The head of the Diocese of Legazpi announced his call for “Prayers at Nine” in a letter to Mr. Duterte that was read in 45 churches throughout the province a day after the President repeated his vow to execute drug addicts, urging them to stay indoors or be silenced forever.
“We will ring the bells of our churches and chapels to call our people to prayer, to ask God to bless us all with his grace of mercy and compassion,” Baylon said.
“Together, we can make a difference and significantly reduce this disorder in our midst,” he added.
Baylon said the ringing of bells and offering of prayers would continue for as long as necessary.
“We are in full support of your desire to eradicate this drug problem,” he told President Duterte in his letter, but he lamented the loss of 4,000 lives in the violence that had accompanied his campaign.
“It saddens us to see that the majority of the victims are the very same poor whose lives you promised to protect and alleviate from the shackles of abject poverty,” he said.
He said the diocese had started “Harong Paglaom” (House of Hope), a community-based rehabilitation program aimed at providing recovery coaching, spiritual guidance and life skills training to substance users, in collaboration with local government units, particularly the barangays.
Speaking before judges, lawyers and fellow graduates from the San Beda College of Law on Saturday night, Mr. Duterte said:
“In the coming days, I will make it a must, that all of you who are into illegal drugs should not step out of your house … I don’t have (enough) jails. You just stay in your home and lock yourself up. If you go outside, son of a bitch, I will kill you if I see you outside.”
The President’s warning came amid the planned visit to the country of the UN special rapporteur on extrajudicial executions Agnes Callamard, who was invited by Malacañang to “see for herself” the conduct of the Duterte administration’s ruthless drug war.
Despite repeatedly issuing such threats, Mr. Duterte had vehemently denied ordering the execution of drug suspects and blamed the criminal syndicates of purging their own ranks.
He had locked horns with officials of the United States, European Union and the United Nations for such remarks, which his critics believed were a veiled sanction for the police to engage in extrajudicial killings.

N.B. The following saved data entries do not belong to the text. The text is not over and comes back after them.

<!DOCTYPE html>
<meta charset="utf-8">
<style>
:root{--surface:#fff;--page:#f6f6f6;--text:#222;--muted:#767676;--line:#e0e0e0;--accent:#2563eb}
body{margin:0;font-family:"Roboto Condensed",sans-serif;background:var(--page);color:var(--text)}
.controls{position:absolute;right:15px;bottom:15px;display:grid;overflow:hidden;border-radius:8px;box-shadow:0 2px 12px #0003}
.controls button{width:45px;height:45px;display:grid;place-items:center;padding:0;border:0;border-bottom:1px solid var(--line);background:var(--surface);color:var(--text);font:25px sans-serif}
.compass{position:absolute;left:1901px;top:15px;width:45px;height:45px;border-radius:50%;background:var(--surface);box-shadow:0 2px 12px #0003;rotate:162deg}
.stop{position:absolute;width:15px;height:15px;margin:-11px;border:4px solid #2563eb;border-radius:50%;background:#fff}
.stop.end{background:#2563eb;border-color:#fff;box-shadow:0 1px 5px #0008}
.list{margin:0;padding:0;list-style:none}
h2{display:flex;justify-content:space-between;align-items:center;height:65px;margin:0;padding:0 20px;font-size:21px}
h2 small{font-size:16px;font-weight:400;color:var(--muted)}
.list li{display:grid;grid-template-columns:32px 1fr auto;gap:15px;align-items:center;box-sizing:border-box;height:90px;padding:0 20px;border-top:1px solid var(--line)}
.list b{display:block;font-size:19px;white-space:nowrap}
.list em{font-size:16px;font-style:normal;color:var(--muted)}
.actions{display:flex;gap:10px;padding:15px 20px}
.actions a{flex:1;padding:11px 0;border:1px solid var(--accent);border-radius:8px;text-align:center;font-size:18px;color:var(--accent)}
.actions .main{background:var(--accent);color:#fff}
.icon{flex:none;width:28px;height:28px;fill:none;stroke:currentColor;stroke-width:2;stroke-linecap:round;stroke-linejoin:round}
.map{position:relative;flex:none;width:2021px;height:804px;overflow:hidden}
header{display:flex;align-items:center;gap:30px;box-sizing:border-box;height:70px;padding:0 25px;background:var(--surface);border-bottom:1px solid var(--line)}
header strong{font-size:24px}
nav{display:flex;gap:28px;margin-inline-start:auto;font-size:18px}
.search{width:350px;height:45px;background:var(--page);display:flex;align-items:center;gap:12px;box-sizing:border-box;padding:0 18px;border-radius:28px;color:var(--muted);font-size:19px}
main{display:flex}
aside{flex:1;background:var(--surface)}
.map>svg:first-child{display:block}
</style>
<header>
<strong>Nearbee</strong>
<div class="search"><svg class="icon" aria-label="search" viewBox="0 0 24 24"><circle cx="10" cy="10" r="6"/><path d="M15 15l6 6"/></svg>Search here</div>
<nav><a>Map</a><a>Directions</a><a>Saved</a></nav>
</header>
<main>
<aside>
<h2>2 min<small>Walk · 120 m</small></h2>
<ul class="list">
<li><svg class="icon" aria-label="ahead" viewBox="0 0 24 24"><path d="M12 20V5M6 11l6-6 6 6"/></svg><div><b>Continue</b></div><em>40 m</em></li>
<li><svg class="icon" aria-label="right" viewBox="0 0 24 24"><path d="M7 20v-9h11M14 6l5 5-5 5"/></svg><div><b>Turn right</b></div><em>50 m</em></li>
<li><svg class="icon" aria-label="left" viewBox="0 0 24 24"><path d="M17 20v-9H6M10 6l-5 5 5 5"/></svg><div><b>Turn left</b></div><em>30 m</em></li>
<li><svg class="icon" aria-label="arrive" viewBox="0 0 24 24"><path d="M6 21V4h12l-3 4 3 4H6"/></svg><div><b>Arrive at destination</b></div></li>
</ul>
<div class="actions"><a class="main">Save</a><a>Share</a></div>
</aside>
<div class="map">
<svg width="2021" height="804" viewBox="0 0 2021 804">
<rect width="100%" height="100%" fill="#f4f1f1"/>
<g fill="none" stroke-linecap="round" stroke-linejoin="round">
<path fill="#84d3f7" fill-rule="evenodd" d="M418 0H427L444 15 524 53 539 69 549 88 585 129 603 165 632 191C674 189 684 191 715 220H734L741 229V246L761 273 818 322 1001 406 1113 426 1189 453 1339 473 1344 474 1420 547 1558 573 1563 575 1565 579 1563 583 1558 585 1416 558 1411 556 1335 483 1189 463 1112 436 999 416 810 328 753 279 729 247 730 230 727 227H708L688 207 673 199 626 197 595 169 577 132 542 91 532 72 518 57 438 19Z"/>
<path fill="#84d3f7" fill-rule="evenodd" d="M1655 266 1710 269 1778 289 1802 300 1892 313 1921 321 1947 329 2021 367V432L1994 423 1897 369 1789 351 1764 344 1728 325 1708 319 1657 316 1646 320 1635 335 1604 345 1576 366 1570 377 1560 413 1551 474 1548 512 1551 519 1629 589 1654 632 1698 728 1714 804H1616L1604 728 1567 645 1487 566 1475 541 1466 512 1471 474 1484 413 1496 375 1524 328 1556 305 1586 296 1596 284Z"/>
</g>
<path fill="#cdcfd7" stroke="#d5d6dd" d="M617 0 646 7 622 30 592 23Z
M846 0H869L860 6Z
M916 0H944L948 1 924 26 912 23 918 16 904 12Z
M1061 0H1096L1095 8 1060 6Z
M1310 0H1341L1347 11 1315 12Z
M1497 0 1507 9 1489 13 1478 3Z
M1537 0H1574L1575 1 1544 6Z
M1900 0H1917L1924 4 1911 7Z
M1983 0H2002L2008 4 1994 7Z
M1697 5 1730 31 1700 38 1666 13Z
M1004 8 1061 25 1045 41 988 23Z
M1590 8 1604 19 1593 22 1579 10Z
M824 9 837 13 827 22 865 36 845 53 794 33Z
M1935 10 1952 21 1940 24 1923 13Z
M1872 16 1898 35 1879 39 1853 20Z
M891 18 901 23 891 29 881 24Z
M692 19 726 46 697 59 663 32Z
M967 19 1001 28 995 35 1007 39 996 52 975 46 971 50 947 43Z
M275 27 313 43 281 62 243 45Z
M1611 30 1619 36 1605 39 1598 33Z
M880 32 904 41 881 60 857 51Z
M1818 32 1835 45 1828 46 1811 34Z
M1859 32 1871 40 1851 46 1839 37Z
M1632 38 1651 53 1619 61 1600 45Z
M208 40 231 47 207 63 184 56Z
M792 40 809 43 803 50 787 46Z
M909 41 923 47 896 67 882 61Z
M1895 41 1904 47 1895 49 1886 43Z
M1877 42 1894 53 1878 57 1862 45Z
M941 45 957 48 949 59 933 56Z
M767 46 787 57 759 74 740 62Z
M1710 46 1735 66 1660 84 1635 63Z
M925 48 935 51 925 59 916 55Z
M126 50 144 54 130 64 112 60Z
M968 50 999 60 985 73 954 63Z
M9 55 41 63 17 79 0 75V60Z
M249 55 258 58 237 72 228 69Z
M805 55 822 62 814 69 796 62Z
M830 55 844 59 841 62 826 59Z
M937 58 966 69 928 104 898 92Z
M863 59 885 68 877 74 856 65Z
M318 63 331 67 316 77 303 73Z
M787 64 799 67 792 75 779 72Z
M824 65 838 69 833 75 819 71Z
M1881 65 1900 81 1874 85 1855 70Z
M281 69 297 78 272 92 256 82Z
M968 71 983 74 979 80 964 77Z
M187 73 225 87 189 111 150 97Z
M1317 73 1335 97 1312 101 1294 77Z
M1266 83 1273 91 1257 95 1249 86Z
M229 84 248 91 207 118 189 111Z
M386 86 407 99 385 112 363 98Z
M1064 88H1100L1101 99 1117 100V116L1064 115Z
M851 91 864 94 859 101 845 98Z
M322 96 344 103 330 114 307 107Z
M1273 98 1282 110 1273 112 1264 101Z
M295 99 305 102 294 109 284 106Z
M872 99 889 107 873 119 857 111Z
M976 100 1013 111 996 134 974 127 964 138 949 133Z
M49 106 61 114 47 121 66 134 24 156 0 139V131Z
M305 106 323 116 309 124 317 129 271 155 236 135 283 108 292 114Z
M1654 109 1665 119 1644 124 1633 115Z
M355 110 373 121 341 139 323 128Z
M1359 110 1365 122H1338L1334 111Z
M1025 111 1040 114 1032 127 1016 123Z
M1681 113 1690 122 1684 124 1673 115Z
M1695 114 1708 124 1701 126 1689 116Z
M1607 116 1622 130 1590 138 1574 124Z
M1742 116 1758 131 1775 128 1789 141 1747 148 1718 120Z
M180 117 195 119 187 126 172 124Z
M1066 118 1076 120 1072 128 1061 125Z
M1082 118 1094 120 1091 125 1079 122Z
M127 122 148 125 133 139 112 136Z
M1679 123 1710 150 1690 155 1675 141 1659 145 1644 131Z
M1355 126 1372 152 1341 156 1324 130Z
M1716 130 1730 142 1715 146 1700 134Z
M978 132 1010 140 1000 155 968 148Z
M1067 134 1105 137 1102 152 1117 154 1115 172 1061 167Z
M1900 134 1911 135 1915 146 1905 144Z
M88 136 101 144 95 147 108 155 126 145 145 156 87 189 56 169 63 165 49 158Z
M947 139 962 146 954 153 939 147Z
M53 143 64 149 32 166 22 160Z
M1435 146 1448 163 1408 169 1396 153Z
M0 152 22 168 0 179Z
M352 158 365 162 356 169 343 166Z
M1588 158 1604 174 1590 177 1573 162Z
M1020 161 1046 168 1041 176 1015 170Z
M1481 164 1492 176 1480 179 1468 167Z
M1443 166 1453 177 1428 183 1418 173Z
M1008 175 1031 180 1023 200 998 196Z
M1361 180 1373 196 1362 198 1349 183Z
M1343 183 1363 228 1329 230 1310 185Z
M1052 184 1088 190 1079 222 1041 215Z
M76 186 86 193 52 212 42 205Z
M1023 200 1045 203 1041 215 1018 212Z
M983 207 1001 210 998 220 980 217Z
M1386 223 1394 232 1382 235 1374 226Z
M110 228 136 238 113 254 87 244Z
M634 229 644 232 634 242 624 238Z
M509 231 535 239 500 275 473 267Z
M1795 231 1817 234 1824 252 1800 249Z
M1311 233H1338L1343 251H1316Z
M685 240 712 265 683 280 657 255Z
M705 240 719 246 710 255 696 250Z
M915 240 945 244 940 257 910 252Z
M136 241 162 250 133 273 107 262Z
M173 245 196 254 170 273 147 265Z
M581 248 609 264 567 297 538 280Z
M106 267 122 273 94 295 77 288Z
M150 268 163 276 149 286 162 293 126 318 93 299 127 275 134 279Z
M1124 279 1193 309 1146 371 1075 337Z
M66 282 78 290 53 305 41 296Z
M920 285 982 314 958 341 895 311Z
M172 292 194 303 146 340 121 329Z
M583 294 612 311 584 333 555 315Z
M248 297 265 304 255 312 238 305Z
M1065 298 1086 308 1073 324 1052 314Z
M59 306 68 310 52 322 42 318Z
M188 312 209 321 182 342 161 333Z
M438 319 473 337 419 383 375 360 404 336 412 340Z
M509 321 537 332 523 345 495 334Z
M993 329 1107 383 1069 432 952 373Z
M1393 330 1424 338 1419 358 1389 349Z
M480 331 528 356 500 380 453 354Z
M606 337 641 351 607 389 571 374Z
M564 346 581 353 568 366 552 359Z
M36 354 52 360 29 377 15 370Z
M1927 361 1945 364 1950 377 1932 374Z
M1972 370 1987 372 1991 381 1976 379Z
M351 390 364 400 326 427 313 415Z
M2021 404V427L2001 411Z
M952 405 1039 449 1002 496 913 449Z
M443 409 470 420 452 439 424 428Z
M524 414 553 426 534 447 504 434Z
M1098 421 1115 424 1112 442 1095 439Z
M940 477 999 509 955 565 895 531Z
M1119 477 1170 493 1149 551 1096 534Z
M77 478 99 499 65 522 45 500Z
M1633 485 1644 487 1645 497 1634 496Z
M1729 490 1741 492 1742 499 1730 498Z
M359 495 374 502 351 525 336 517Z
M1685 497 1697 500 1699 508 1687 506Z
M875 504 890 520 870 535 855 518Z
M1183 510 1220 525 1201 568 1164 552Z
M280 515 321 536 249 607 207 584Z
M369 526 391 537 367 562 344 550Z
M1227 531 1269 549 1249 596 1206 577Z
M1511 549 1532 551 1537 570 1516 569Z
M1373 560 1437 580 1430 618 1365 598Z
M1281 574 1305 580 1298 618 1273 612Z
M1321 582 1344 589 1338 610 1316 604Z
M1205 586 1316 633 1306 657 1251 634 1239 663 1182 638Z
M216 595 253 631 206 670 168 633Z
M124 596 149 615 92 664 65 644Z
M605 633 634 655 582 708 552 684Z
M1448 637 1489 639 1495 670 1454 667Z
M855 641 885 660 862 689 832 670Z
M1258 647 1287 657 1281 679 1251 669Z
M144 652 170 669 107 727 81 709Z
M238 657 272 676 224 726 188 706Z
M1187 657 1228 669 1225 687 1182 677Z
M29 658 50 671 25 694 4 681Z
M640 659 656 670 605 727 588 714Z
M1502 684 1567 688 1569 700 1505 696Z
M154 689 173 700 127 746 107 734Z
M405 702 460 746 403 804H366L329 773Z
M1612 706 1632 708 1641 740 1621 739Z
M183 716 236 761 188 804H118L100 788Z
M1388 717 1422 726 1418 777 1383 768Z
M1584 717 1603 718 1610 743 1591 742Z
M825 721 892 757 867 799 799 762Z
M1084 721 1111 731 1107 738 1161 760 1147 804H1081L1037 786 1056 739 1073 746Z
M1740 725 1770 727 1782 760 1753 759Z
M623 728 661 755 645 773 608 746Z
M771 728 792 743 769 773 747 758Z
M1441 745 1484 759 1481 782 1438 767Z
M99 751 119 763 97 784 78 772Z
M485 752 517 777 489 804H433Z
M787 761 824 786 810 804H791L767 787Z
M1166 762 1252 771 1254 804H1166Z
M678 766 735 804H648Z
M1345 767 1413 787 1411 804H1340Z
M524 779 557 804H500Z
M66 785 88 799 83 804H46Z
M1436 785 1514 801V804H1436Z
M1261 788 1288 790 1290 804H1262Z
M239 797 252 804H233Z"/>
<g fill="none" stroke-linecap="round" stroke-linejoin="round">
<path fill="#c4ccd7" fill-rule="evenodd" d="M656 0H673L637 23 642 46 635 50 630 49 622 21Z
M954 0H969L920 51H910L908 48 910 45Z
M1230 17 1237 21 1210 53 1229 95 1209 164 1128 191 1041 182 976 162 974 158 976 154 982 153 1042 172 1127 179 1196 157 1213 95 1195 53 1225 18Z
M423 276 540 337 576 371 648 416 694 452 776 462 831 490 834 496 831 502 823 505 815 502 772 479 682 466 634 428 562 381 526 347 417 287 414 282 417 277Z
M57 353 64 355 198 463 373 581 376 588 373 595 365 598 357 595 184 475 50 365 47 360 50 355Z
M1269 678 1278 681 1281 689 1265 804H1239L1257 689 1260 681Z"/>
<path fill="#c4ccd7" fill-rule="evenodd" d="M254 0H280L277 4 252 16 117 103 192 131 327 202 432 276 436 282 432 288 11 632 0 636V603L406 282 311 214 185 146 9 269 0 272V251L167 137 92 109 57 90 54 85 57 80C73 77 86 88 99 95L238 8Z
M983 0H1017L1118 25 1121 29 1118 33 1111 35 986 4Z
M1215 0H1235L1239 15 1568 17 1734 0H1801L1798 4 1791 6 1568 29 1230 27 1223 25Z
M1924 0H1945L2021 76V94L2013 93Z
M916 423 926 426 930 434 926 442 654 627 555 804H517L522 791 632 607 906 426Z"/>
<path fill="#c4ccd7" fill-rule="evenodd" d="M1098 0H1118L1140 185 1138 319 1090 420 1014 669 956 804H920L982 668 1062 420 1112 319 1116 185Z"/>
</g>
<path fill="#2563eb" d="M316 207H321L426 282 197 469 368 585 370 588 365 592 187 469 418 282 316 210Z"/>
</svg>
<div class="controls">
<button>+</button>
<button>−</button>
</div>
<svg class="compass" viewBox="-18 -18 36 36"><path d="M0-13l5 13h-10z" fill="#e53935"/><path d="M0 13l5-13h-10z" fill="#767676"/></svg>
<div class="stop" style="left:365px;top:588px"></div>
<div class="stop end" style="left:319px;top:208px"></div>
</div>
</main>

The foul-mouthed former Davao City mayor had earned the adulation of his supporters by promising to eradicate the drug problem and criminality in the country within the first six months of his administration, a vow he had failed to keep as he asked for a six-month extension in carrying out his drug campaign.
Surveys show up to 80 percent of Filipinos support his antinarcotics campaign.
As in previous gatherings, the President spent much of his 50-minute speech giving litany regarding his administration’s campaign against illegal drugs and how difficult the task was.
“I will suppress drugs. I’m doing it and believe me, until the last pusher (is) out of the streets and (the) last drug lord is exterminated, it will last until the last day of my term. I will not back down,” he said.
“While I don’t want to sound conceited, if I did not become President, the truth about our problem with illegal drugs, which is really a virulent issue and activity, will not come out,” he added.
The drug problem, Mr. Duterte said, was much more difficult to handle than terrorism. “I would rather deal with terrorism because… it’s just violence for a moment,” he said.
The President said the validated list of policemen, mayors and other government officials involved in the illegal drug trade was about several inches thick.
Mr. Duterte had earlier identified former President Fidel Ramos, who also attended the event, as the source of his so-called “narcolist.”
He said the information given to him by Ramos, whom he described as his “No. 1 critic and No. 1 supporter,” prompted him to seek the presidency.
According to the President, he would present the list of public officials behind the narcotics business in the next meeting of the National Security Council.